By Forbes contributor Patrick Gleason -
Five years ago today, protestors filled Wisconsin’s state capitol and Democratic state senators were hiding out across the border in Illinois to block a vote on Act 10, the landmark entitlement reform package ultimately signed into law by Gov. Scott Walker in March of 2011.
A half decade after this historic legislative battle – in which President Obama himself weighed in, while AFL-CIO head Richard Trumka, Randi Weingarten, and other national union bosses directed tens of thousands of union protestors to descend upon Madison – it’s a good time to look at the legacy and real world impact of Act 10.

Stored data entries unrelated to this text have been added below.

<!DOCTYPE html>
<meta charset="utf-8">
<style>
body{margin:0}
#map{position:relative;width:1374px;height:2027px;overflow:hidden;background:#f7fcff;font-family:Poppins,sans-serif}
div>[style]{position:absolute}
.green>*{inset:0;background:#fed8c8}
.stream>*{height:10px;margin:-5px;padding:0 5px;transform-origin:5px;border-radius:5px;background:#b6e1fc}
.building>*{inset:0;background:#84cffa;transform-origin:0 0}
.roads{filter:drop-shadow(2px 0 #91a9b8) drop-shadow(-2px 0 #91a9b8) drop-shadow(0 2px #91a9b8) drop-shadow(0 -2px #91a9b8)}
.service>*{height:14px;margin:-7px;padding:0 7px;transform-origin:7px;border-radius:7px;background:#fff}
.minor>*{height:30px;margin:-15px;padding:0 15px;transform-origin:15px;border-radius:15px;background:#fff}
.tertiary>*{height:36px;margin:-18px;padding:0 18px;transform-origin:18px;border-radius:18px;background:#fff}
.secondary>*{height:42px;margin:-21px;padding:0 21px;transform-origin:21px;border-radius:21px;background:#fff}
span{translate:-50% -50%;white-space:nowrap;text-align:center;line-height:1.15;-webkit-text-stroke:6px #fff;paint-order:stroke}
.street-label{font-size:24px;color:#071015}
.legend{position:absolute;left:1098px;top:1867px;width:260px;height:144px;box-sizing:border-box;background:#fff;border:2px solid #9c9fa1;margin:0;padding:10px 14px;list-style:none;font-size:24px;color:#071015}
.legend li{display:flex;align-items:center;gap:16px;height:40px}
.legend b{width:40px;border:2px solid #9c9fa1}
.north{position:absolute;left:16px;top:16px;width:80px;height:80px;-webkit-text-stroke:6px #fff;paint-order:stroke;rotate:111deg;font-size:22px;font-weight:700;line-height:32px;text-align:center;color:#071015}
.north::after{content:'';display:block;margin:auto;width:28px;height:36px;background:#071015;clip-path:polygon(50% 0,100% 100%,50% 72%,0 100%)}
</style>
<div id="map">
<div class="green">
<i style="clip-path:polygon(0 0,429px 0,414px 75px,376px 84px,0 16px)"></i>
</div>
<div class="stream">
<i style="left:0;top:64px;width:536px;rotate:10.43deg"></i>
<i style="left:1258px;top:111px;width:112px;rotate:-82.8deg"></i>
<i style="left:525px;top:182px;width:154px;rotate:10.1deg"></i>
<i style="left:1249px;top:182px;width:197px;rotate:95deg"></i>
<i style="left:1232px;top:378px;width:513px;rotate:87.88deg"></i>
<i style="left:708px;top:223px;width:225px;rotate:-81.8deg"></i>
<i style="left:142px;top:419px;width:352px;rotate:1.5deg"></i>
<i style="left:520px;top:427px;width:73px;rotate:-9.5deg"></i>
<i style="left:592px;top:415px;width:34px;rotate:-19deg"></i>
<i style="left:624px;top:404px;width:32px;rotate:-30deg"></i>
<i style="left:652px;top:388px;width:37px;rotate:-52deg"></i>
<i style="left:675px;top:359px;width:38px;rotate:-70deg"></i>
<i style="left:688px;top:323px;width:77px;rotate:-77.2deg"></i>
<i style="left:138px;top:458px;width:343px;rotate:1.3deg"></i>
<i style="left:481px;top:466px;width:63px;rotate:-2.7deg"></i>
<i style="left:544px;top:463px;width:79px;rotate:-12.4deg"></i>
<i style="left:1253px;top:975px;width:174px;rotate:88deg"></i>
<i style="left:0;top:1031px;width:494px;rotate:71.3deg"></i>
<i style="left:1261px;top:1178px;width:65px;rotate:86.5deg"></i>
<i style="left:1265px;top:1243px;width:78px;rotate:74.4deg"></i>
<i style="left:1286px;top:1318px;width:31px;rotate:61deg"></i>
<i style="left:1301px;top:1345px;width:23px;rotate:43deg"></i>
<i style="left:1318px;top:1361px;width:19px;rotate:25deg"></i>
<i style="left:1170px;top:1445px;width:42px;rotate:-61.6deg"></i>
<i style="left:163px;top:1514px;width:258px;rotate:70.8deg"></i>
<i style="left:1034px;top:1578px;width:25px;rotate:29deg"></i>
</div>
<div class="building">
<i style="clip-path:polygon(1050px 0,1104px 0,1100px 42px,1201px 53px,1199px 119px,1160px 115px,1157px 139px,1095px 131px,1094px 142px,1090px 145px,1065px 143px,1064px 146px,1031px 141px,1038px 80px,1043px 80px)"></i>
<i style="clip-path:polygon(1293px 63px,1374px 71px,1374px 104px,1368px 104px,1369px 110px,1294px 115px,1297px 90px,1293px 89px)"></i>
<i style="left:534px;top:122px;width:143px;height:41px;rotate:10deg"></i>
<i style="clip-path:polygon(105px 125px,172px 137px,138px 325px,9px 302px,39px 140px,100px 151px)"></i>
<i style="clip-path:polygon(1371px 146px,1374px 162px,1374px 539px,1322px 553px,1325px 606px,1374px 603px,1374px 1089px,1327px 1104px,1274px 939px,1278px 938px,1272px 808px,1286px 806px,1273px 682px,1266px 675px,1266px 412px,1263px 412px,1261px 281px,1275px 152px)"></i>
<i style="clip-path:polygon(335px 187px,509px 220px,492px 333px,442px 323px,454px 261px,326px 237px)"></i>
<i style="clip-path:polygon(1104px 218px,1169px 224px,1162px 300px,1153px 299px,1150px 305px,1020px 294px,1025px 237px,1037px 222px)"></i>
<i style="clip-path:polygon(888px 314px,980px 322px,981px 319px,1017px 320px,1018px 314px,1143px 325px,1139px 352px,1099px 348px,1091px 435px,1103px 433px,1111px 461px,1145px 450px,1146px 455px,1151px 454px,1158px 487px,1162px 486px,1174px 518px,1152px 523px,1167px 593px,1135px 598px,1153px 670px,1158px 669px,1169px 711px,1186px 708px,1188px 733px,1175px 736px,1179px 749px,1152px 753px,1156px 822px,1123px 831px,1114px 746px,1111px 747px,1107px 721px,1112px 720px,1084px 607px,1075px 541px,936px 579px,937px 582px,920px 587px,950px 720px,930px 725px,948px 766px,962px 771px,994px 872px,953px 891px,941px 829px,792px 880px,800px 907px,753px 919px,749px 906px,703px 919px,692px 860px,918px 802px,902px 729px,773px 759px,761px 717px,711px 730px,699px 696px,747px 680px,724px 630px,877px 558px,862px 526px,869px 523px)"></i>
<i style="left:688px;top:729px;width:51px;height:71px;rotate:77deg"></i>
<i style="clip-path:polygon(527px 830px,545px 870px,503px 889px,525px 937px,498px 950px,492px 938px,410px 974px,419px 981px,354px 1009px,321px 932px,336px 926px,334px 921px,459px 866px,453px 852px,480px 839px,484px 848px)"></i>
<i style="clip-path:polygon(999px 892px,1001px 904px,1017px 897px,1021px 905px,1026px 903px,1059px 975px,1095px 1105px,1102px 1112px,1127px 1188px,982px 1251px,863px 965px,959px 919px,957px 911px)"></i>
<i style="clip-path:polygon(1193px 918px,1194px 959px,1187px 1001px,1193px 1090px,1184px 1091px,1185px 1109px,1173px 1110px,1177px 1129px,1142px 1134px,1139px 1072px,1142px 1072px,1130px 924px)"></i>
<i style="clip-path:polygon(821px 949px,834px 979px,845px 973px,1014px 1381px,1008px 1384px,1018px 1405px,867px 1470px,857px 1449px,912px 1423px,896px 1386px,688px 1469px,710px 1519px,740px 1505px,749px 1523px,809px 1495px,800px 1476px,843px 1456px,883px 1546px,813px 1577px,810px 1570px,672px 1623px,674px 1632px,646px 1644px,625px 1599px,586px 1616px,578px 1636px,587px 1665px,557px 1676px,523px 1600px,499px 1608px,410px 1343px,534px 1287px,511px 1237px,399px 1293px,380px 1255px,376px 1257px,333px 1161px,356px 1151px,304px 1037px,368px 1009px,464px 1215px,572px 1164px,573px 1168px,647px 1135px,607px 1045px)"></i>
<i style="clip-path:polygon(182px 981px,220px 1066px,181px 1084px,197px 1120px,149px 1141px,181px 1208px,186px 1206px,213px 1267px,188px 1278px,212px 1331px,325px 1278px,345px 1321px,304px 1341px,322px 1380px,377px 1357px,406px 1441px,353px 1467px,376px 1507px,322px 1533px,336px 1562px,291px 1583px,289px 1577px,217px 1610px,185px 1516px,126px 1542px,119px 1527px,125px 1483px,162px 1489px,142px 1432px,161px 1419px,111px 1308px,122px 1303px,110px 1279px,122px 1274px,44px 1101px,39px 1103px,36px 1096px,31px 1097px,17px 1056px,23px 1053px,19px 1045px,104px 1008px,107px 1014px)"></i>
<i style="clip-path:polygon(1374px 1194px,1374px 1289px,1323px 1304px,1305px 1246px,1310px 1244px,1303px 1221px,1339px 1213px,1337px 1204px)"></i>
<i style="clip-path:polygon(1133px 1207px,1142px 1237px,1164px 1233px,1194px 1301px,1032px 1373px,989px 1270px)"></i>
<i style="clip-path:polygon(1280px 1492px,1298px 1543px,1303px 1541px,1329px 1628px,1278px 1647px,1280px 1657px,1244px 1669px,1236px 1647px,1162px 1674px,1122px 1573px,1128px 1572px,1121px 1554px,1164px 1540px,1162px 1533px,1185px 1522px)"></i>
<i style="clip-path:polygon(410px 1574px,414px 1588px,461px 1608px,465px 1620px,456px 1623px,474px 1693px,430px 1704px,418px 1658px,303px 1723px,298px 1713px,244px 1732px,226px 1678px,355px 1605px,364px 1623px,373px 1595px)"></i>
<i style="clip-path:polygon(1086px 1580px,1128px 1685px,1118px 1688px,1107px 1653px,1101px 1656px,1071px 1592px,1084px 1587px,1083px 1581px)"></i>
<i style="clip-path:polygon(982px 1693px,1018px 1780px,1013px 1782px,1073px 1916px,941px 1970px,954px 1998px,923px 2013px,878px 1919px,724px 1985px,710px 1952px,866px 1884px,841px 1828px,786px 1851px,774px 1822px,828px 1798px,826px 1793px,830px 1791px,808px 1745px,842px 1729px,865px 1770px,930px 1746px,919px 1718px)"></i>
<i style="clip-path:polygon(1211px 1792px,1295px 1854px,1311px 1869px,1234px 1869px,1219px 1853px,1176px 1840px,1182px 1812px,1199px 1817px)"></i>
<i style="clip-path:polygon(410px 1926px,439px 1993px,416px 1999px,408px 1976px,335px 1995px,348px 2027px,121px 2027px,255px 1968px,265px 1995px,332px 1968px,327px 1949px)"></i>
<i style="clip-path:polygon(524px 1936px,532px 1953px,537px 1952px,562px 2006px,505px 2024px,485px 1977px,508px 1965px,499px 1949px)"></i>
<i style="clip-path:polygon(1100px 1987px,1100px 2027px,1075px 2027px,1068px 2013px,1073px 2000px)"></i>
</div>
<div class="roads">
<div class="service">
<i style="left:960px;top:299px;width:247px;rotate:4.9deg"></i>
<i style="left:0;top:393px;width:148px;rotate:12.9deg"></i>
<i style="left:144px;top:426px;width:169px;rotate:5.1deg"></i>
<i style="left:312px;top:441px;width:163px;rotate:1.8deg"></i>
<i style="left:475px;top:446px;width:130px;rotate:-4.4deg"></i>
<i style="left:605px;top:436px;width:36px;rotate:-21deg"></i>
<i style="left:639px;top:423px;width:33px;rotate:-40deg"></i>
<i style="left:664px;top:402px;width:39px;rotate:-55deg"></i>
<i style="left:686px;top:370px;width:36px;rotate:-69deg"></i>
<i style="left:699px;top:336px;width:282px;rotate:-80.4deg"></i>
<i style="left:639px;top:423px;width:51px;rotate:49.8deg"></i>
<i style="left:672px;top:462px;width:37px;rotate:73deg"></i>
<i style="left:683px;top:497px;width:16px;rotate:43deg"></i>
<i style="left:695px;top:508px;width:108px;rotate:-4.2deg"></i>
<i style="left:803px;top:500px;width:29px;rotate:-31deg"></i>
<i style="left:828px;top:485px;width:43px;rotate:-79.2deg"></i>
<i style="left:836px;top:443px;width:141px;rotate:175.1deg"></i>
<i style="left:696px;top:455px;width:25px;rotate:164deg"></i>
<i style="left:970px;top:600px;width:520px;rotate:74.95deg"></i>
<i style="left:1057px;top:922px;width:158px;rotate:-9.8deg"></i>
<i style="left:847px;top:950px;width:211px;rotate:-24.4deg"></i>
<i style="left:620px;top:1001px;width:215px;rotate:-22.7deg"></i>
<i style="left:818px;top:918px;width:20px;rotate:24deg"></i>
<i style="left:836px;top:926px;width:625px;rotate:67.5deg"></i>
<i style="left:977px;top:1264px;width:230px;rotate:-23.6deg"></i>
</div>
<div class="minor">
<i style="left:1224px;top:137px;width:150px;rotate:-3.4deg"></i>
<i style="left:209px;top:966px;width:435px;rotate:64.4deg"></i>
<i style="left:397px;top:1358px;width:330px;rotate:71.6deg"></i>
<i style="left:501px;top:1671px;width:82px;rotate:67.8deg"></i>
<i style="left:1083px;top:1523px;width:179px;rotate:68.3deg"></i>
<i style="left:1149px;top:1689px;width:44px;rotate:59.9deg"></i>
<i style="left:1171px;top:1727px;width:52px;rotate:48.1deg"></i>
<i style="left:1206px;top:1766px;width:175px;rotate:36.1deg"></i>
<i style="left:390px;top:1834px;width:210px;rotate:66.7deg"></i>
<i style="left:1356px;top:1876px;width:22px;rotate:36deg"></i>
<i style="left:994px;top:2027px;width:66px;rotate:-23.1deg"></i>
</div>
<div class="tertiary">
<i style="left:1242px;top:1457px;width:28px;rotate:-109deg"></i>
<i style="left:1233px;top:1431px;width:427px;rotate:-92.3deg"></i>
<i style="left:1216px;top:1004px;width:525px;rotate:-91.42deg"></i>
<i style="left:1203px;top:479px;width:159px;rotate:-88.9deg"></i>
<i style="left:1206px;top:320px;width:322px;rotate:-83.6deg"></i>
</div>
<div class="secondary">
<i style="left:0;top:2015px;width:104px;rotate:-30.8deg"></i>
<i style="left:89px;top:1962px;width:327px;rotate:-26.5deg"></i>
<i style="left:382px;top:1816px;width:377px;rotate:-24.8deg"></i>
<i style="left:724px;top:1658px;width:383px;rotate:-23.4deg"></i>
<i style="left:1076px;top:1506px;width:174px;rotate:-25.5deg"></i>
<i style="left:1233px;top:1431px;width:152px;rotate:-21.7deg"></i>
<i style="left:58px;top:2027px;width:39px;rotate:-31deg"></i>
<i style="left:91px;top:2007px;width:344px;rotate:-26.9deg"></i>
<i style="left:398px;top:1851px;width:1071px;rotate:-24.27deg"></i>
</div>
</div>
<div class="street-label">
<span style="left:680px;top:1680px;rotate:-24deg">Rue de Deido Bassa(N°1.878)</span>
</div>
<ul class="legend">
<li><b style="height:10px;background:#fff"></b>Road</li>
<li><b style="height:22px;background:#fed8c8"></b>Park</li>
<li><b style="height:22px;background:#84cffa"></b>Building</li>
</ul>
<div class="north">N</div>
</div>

The good news for Wisconsin taxpayers is that despite the millions of dollars in damage that union muscle and college students did to Wisconsin’s capitol building while protesting, the policy changes implemented by Act 10 ultimately saved taxpayers billions.
Like North Carolina, Michigan, Ohio and Pennsylvania, Wisconsin was a state where, following a lengthy period of Democrat rule, Republicans took control of all levers of state government in the 2010 midterm elections. Confronting a more than $3 billion budget deficit upon taking office in 2011, Gov. Scott Walker and Republican legislators responded with Act 10, also referred to as the Budget Repair Act, which helped put Wisconsin’s finances in order by doing the following:
- Limits collective bargaining to wage negotiations, and requires annual union recertification.
- Requires government worker pay increases in excess of the rate of inflation be subject to voter approval.
- Ends automatic deduction of union dues, requiring union bosses to make the case to workers why they should join and financially support a union.
- Requires government workers to start contributing something toward their health insurance and retirement savings.